What needs to be done - The required answer is an exact copy of the records below, without pictures.

Provided material -
□ □ □ □ □ □ □
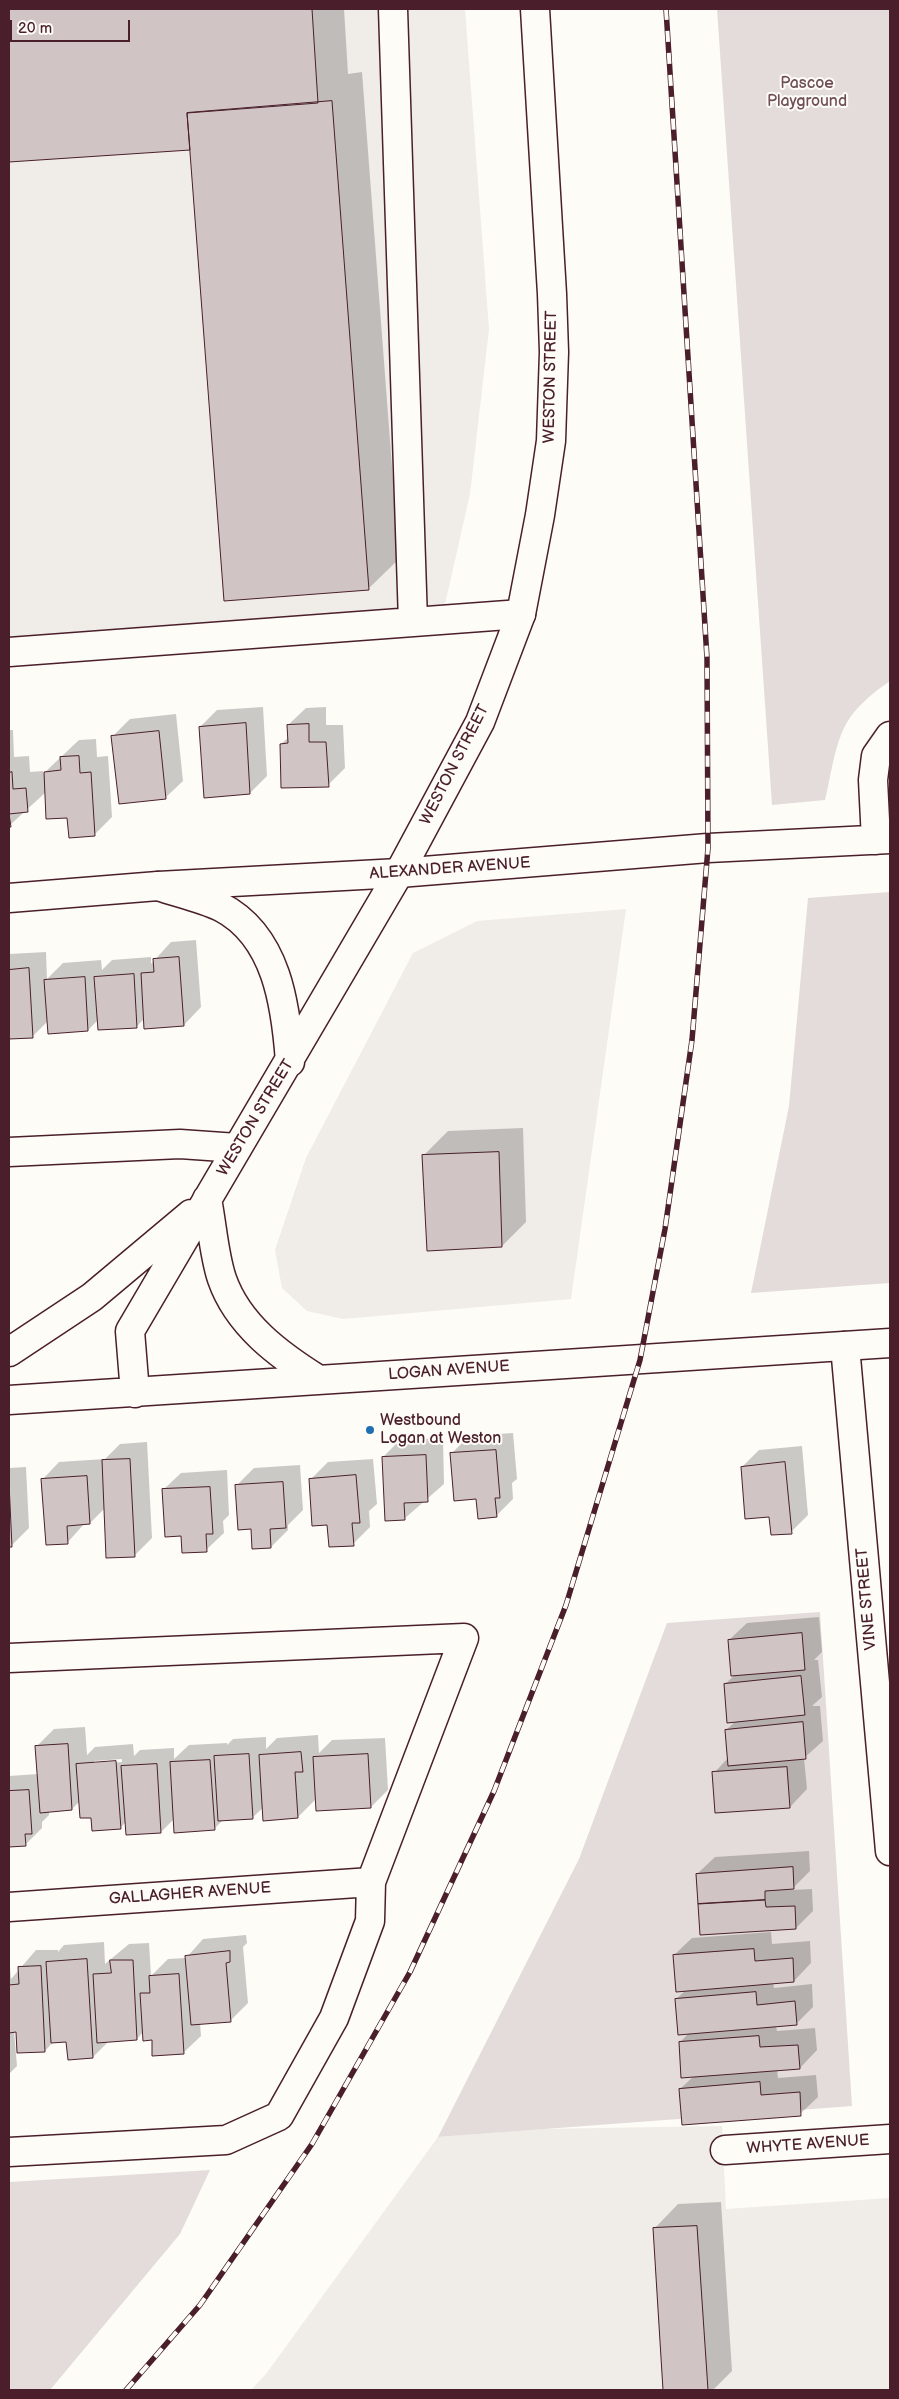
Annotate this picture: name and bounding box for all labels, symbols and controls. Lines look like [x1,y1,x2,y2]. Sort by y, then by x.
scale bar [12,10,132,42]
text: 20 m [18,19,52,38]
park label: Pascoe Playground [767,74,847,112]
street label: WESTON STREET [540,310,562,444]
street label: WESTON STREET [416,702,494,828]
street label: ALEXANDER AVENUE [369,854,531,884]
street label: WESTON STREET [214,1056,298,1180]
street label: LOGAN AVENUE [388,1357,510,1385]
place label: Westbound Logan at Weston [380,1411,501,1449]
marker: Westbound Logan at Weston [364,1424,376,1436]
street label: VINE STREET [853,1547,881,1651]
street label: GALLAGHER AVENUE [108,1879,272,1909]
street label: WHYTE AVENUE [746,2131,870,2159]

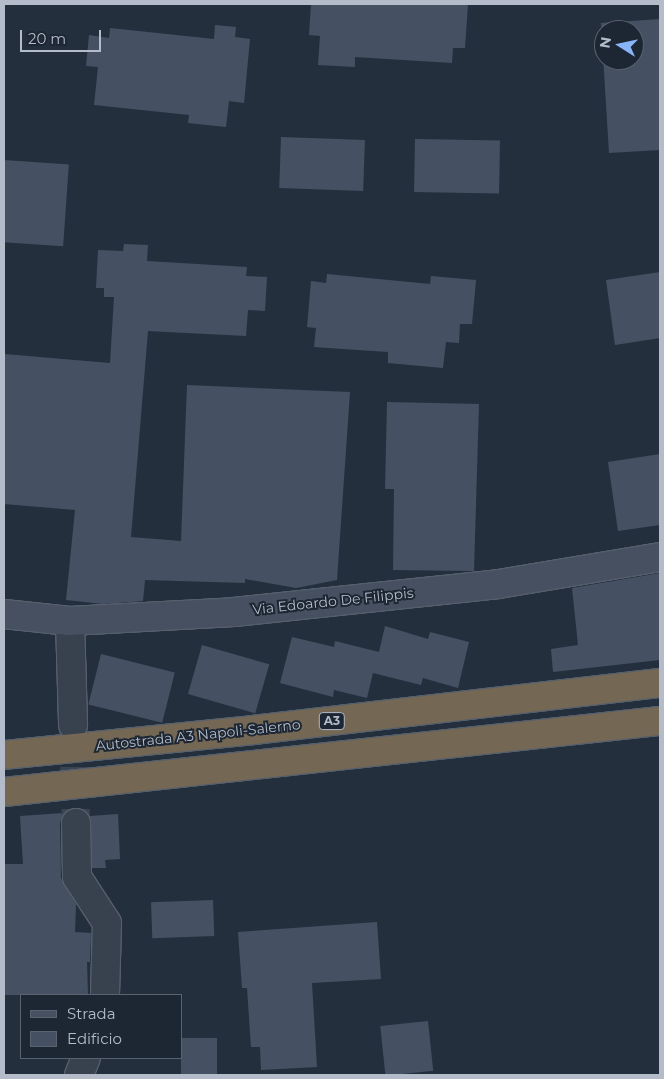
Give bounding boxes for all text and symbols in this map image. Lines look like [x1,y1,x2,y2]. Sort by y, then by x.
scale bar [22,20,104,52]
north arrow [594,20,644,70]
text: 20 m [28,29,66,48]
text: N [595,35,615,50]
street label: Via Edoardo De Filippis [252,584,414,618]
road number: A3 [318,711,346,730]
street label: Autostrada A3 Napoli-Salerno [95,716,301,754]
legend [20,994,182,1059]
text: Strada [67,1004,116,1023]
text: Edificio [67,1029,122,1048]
□ □ □ □ □ □ □
Expected answer -
Annotate this picture: name and bounding box for all labels, symbols and controls. Lines look like [x1,y1,x2,y2]. Sort by y, then by x.
scale bar [12,10,132,42]
text: 20 m [18,19,52,38]
park label: Pascoe Playground [767,74,847,112]
street label: WESTON STREET [540,310,562,444]
street label: WESTON STREET [416,702,494,828]
street label: ALEXANDER AVENUE [369,854,531,884]
street label: WESTON STREET [214,1056,298,1180]
street label: LOGAN AVENUE [388,1357,510,1385]
place label: Westbound Logan at Weston [380,1411,501,1449]
marker: Westbound Logan at Weston [364,1424,376,1436]
street label: VINE STREET [853,1547,881,1651]
street label: GALLAGHER AVENUE [108,1879,272,1909]
street label: WHYTE AVENUE [746,2131,870,2159]

Give bounding boxes for all text and symbols in this map image. Lines look like [x1,y1,x2,y2]. Sort by y, then by x.
scale bar [22,20,104,52]
north arrow [594,20,644,70]
text: 20 m [28,29,66,48]
text: N [595,35,615,50]
street label: Via Edoardo De Filippis [252,584,414,618]
road number: A3 [318,711,346,730]
street label: Autostrada A3 Napoli-Salerno [95,716,301,754]
legend [20,994,182,1059]
text: Strada [67,1004,116,1023]
text: Edificio [67,1029,122,1048]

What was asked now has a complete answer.